Cultivating a career spanning four decades, Goude’s portfolio encompassed everything: from illustration and photography, to films, videos, and live events. Born in 1940 in Saint-Mandé, France, Jean-Paul Goude began his artistic career as an illustrator for Marie Claire, Dim and the department store, Le Printemps. Captivated by the idea of using “publicity as a means of expression” after reading a copy of Esquire, Goude sent his illustrations to the editor, Harold Hayes, who invited the artist to New York, eventually appointing him as art editor. It was at this point, during the 60s, that Goude began experimenting with photography; and with an appreciation for ethnic cultures, instilled in him by his dancer mother, he photographed the Afro-American and Hispanic communities in 1976 for his debut book, Jungle Fever.
Around this time he met Grace Jones with whom he had a son. After the breakdown of their relationship, Goude took the opportunity to return to France where he found himself in advertising, directing some of the most inspiring adverts of the 80s and 90s, including the brilliant 1990 Egoiste advert for Chanel. Another of his career highlights took place in 1989, when the then Minister of Culture requested that Goude organised the parade for the Bicentenary of the French Revolution. He famously turned the conventional military march into a fairytale. “I wanted to parade those who never parade, to play with codes and clichés whilst undermining them.
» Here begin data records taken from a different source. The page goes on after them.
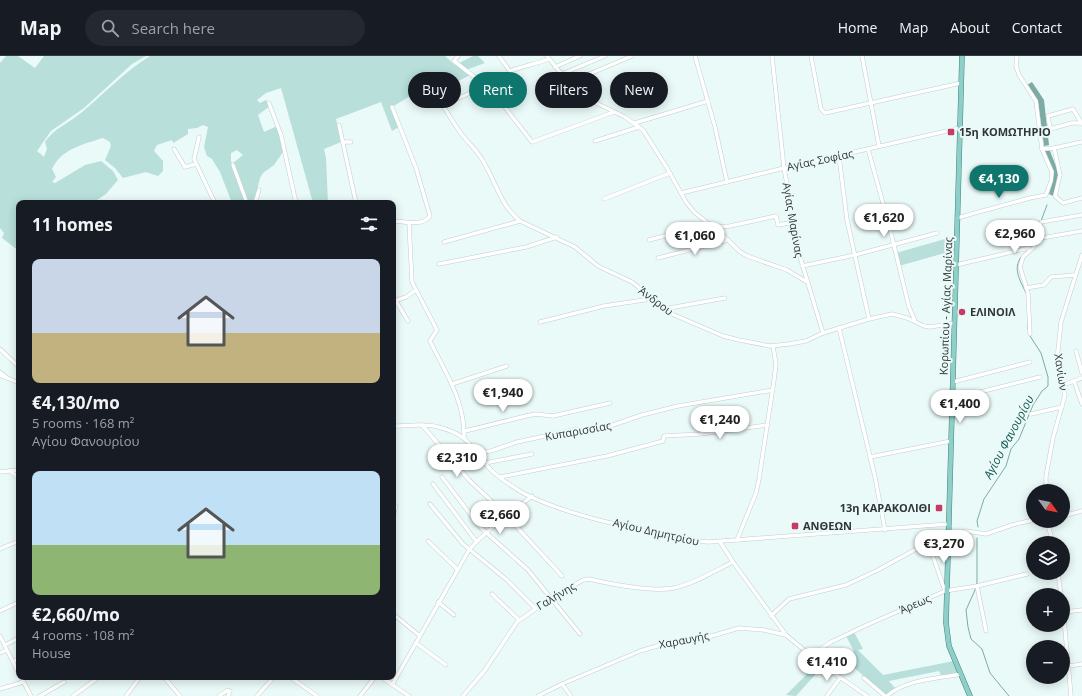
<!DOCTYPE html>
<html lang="en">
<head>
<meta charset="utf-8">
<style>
	body { margin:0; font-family:"Open Sans",sans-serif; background:#242831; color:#f1f3f6; height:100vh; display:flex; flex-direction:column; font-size:15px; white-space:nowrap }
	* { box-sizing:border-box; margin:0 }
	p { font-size:13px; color:#9ea1a6 }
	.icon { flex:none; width:22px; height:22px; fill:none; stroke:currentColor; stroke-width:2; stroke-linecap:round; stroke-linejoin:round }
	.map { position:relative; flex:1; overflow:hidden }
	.side { position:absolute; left:16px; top:144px; width:380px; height:480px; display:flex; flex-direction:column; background:#171b24; border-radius:8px; box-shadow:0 2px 10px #0003 }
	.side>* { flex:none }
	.hud { position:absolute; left:408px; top:16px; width:380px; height:36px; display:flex; gap:8px }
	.needle { width:26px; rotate:123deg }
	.fabs { position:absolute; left:1026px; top:428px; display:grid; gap:8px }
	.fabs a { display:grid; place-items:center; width:44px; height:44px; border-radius:50%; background:#171b24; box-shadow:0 2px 10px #0003; font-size:20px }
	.price { position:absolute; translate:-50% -34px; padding:0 9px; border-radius:14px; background:#fff; color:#222; font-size:13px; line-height:26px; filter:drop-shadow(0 1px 2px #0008) }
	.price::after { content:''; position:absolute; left:50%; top:24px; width:12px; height:9px; margin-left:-6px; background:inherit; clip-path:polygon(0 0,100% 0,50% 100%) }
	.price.selected { background:#0f766e; color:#fff }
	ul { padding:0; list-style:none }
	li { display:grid; align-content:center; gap:8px; height:212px; padding:0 16px }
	li span { display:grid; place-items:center; height:124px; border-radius:8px; color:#555 }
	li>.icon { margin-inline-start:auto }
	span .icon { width:72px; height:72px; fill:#fffc; stroke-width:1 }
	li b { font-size:17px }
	h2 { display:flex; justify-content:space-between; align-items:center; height:48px; padding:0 16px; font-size:17px }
	.pill { padding:0 14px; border-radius:18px; background:#171b24; box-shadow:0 2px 10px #0003; font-size:14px; line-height:36px }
	.pill.selected { background:#0f766e; color:#fff }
	header { display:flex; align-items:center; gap:24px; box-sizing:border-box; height:56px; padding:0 20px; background:#171b24; border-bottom:1px solid #363941 }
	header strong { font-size:19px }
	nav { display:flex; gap:22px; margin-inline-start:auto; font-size:14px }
	.search { width:280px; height:36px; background:#242831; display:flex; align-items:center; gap:10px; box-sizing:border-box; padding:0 14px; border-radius:22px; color:#9ea1a6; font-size:15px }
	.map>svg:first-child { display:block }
</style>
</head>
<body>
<header>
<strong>Map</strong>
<div class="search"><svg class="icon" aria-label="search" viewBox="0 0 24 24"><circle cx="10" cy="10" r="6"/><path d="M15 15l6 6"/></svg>Search here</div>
<nav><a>Home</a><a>Map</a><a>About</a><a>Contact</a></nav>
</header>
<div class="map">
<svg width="1082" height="640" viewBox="0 0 1082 640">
	<rect width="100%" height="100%" fill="#eafaf8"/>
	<g fill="#b8dfda">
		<path d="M 6,0 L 18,0 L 35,12 L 44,0 L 146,0 L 132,8 L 84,52 L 51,75 L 37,95 L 44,101 L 47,93 L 45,86 C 53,73 69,67 81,57 C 104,38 124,16 150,0 L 445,0 L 455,9 L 473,0 L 478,0 L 485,7 L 466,14 L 471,19 L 453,27 L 447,18 L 392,51 L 399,71 L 392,75 L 381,46 L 336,63 L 341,86 L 324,93 L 326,102 L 328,147 L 313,147 L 281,32 L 266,37 L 257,44 L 260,47 L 266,44 L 270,50 L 258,59 L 264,76 L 277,70 L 283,96 L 274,109 L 263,117 L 260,122 L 254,147 L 247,147 L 233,107 L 243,99 L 237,94 L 231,97 L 231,105 L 246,147 L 232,147 L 220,116 L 212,103 L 207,100 L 204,91 L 208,71 L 203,69 L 197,72 L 188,73 L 188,78 L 173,87 L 172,84 L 157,89 L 154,95 L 163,105 L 163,115 L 158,120 L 146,116 L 123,122 L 115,112 L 105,104 L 111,90 L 110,86 L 103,82 C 84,88 61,93 52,113 L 56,121 L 52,126 L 55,127 L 85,109 L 101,105 L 113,115 L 118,124 L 106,138 L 92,147 L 19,147 L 19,192 L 15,192 L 2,182 L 4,177 L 0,172 L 0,7 Z"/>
		<path d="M 952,181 L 952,195 L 899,210 L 896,197 Z"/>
		<path d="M 854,576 L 863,593 L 858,594 L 883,619 L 954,605 L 958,617 L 942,621 L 939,615 L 889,625 L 895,632 L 886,640 L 840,599 L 854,595 L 846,580 Z"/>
		<path d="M 817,608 L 822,611 L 796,640 L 786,639 Z"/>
	</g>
	<g fill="#7eaaa5">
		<path d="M 1032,26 L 1044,44 L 1049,89 L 1044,90 L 1038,46 L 1027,29 Z"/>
		<path d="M 1045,95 L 1050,95 L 1059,118 L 1053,140 L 1049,138 L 1053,124 Z"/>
	</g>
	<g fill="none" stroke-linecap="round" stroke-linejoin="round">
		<g stroke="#7eaaa5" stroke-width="1">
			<path d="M 1041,165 L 1047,149"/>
			<path d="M 1021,201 C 1012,213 1021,226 1026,237"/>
			<path d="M 1028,264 L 1028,273"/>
			<path d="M 978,471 L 977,465 L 984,443 L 1006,410 L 1011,393 L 1019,383 L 1033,349 L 1042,335 L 1048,330 L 1048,321 L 1041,297 L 1030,280"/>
			<path d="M 977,482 L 977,526 L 975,534 L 966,554 L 968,571 L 971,583 L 982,593 L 990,617 L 1009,640"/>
		</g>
		<g stroke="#bfcfcd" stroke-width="4.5">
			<g id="minor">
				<path d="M 458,0 L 454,5 L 477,23 L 504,50 L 532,86 L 614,56"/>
				<path d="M 499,0 L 521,31"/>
				<path d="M 547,0 L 559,15 L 583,35 L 590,44 L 625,61 L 643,74 L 667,112 L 686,146 L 694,156 L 724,180 L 739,195 L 747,200 L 787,214 L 807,226"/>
				<path d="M 695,0 L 715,71 L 727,126"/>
				<path d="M 772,0 L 784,112 L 801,204 L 823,277"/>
				<path d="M 811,0 L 821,53 L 825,57 L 961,27"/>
				<path d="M 862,0 L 879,90"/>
				<path d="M 555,11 L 580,0"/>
				<path d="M 510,15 C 523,10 536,8 549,3"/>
				<path d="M 562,18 L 605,0"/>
				<path d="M 577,30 L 587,19 L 632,0"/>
				<path d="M 434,34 C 442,48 450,62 460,76 C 467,86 477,94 483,105 C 496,126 500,149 520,165 L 575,191 L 598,210 L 632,226 L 672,258 L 723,280 L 739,284 L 770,290 L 789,288 L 806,285 L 823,277 L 869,263 L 892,258 L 907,262 L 924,270 L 930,271 L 954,267"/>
				<path d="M 269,47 L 281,79 L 296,147"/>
				<path d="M 443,49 L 484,31"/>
				<path d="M 392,51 L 416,112 L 430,160 C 423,171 403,165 393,165"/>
				<path d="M 635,67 L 708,45"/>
				<path d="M 1081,67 L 1072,67 L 1050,73 L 1048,60 L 1073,53 L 1082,68"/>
				<path d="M 339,69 L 356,147"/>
				<path d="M 199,81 L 194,103 L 215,147"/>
				<path d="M 595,85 L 639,71"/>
				<path d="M 343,86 L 351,86"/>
				<path d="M 1054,92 L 1060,119 L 1055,140 L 1063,147 L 1082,142"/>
				<path d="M 174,93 L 185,111 L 196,108"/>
				<path d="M 868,93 L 889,169 L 909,251 L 915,265"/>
				<path d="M 1042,93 L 1054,92 L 1082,86"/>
				<path d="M 839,101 L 847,164 L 869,263"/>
				<path d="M 233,109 L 247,147"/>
				<path d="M 681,137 L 784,112 L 960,72"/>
				<path d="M 604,143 L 670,117"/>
				<path d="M 100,146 L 100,147"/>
				<path d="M 255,147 L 259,134"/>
				<path d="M 957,162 L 1030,142 L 1046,139 L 1051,125 L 1052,116 L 1042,93 L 1036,45 L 1019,19 L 1016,10 L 1017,0"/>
				<path d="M 409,167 L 412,226 L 437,274 L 430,285 C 446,318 465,345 464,382"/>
				<path d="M 1036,183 L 1082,175"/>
				<path d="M 649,184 L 687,174 L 730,170 L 776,160 L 778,169 L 794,166"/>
				<path d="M 444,186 L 520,165"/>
				<path d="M 658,202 L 728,184"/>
				<path d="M 439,208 L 526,191 L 557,181"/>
				<path d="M 956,209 L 1029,192"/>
				<path d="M 802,210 L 855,199 L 937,177"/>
				<path d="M 1026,232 L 1044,229 L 1051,221 L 1075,219"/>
				<path d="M 393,240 L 408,265"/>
				<path d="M 394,245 L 406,241 L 416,234"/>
				<path d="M 664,253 L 725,242"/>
				<path d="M 540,266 L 604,250 L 651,243"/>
				<path d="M 839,272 L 875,421 L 885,474"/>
				<path d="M 1030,278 L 1028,237 L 1020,211 L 1023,201 L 1034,191 L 1041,166 L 1082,159"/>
				<path d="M 0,293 L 19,311"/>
				<path d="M 1076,295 L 1082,317"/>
				<path d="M 0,316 L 6,321"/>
				<path d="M 0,319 L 19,327"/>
				<path d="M 1074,325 L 1082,348"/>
				<path d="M 953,326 L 1030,306"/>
				<path d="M 452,328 L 507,310"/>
				<path d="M 1063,329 L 1082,322"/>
				<path d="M 952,343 L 1040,321"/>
				<path d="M 1031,358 L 1062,351"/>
				<path d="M 422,369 L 469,424 L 503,456 L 562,520"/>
				<path d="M 393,370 C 408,370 424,367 438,371 C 471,379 471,393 491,414 C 500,423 513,431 523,437 C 572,462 639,473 693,485 L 709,486 L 949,468"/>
				<path d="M 465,375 L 526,360 L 536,358 L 553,360 L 610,347"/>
				<path d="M 478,396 L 491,395 L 517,386 L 573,374 L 607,371 L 642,359 L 678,350 L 773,334"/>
				<path d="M 870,401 L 951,385"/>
				<path d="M 485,407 L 532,398"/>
				<path d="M 10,415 L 19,422"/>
				<path d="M 0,416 L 19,414"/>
				<path d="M 442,421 L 480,471 L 528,514 L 580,578"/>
				<path d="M 500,421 L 607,400 L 663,385 L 664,380 L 700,378 L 768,369"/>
				<path d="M 433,428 L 476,485"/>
				<path d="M 1046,435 L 1046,420 L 1053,382 L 1065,339 L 1057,304 L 1061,266 L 1082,199"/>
				<path d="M 430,448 L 463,488 L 507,524 L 535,552"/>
				<path d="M 393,460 L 396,450"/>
				<path d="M 1063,460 L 1082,455"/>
				<path d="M 1047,465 L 1053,487"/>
				<path d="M 949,479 L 966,475 L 986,478 L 1012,469 L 1033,464"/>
				<path d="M 737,484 L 756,437 L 759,423 L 774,324 L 776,308 L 773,290"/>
				<path d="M 428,485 L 457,513"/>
				<path d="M 720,486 L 733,506 L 786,579"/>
				<path d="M 928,486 L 945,535"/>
				<path d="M 0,493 L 19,485"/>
				<path d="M 1058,517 L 1061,539"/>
				<path d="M 977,530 L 986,575"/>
				<path d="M 492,538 L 519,564"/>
				<path d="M 438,546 L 454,559"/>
				<path d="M 1063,552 L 1071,640"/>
				<path d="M 0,555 L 19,546"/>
				<path d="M 1064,556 L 1082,554"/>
				<path d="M 393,558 L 420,580"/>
				<path d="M 771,560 L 789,543 L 846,529 L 878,514 L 949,475"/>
				<path d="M 0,580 L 19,618"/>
				<path d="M 416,587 L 446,609"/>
				<path d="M 5,589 L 19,582"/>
				<path d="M 0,597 L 7,594"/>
				<path d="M 810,600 L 831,586 L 869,568 L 945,535 L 977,530 L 1027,518"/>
				<path d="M 13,606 L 19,602"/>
				<path d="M 1069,610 L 1082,608"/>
				<path d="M 21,621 L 31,640"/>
				<path d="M 164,621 L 180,640"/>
				<path d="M 290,621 L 317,640"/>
				<path d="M 381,621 L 409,640"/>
				<path d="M 864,622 L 885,640"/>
				<path d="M 562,628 L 571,640"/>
				<path d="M 392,629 L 469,494 C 487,473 510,458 532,440"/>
				<path d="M 0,633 L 23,626"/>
				<path d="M 40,640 L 64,626"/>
				<path d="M 73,640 L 99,621"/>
				<path d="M 126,640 L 140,621"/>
				<path d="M 219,640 L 228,634 L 230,635 L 228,640"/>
				<path d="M 257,640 L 274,621"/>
				<path d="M 360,640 L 375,621"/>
				<path d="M 463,640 L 485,614 L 517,566 L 551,542 L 583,524 L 589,523 C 611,528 652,536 674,532 C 694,528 714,515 733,506"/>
				<path d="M 538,640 L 562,628 L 640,595 L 671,586 L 698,584 L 739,572 L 764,574 L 786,579 L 821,608 L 867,640"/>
				<path d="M 827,640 L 840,622"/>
				<path d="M 887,640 C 906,623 937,623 961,618"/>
			</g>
		</g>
		<g stroke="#3d857d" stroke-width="5.5">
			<path id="major" d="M 962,0 L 946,567 L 949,590 L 970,640"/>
		</g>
		<use href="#minor" stroke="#fff" stroke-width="3.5"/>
		<use href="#major" stroke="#8fcfc8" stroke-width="4.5"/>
	</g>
	<g fill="#c83a66" stroke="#eafaf8" stroke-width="1.5">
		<rect x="947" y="72" width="8" height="8" rx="2"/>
		<circle cx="962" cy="256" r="4"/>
		<rect x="935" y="448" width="8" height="8" rx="2"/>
		<rect x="791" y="466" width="8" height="8" rx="2"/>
	</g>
	<g text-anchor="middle" stroke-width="4" stroke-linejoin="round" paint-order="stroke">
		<g font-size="11" font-weight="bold" fill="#303635" stroke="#eafaf8" text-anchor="start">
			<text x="959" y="80">15η ΚΟΜΩΤΗΡΙΟ</text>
			<text x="970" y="260">ΕΛΙΝΟΙΛ</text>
			<text x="931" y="456" text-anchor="end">13η ΚΑΡΑΚΟΛΙΘΙ</text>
			<text x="803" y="474">ΑΝΘΕΩΝ</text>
		</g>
		<g font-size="11" fill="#303635" stroke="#eafaf8">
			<text transform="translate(820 104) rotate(-12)" y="4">Αγίας Σοφίας</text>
			<text transform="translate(793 164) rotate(80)" y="4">Αγίας Μαρίνας</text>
			<text transform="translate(656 245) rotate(37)" y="4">Άνδρου</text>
			<text transform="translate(946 250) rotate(-88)" y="4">Κορωπίου - Αγίας Μαρίνας</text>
			<text transform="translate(1061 316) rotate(81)" y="4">Χανίων</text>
			<text transform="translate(578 375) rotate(-10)" y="4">Κυπαρισσίας</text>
			<text transform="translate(656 476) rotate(13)" y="4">Αγίου Δημητρίου</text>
			<text transform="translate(556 540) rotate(-31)" y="4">Γαλήνης</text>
			<text transform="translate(915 548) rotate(-24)" y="4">Άρεως</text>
			<text transform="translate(684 584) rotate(-11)" y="4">Χαραυγής</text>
		</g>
		<g font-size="12" font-style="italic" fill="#185651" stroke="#eafaf8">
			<text transform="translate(1009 381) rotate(-62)" y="4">Αγίου Φανουρίου</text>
		</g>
	</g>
</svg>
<div class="fabs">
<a><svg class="needle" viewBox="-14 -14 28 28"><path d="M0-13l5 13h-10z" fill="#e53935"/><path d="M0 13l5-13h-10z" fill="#9ea1a6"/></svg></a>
<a><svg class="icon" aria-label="layers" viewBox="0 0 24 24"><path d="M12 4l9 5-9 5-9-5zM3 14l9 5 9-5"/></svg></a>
<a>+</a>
<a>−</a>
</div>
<b class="price selected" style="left:999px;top:143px">€4,130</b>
<b class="price" style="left:884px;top:182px">€1,620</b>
<b class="price" style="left:1015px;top:198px">€2,960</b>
<b class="price" style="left:695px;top:200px">€1,060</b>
<b class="price" style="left:503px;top:357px">€1,940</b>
<b class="price" style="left:960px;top:368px">€1,400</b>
<b class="price" style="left:720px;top:384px">€1,240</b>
<b class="price" style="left:457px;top:422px">€2,310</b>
<b class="price" style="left:500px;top:479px">€2,660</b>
<b class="price" style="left:944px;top:508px">€3,270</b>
<b class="price" style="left:827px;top:626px">€1,410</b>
<div class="hud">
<a class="pill">Buy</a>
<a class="pill selected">Rent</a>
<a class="pill">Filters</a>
<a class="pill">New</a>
</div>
<section class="side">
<h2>11 homes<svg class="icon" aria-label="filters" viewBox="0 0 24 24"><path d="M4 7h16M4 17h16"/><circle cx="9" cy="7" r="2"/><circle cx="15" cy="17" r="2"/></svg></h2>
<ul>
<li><span style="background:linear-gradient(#c9d6e8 60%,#c2b280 0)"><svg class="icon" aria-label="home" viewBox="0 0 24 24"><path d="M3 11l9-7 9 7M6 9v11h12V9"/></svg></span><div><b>€4,130/mo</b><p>5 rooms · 168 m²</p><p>Αγίου Φανουρίου</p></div></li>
<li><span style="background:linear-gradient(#bfe0f5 60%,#8fb573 0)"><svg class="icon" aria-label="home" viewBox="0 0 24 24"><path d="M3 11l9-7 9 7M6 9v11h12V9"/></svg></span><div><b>€2,660/mo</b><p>4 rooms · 108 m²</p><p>House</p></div></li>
</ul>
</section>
</div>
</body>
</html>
The central theme was the rights of man, ethnic multiplicity and social mix – this was the heyday of multiracial Utopia.”
Though the latter half of Goude’s career may have produced some of his more memorable works, it was during the early period that he laid the groundwork, coining the term, “The French Correction.” A technique concerned with glorifying and ‘perfecting’ the body, it is the key principle behind his work. “The main point is that Grace couldn’t do it,” the artist once said, referring to the image of Jones standing on one leg, the other in the air, arm outstretched behind her touching the tip of her toes. “And that’s the basis of my entire work: creating a credible illusion.”
Goudmalion, A Retrospective of the Life and Work of Jean-Paul Goude is showing at Les Arts Décoratifs until March 18 2012.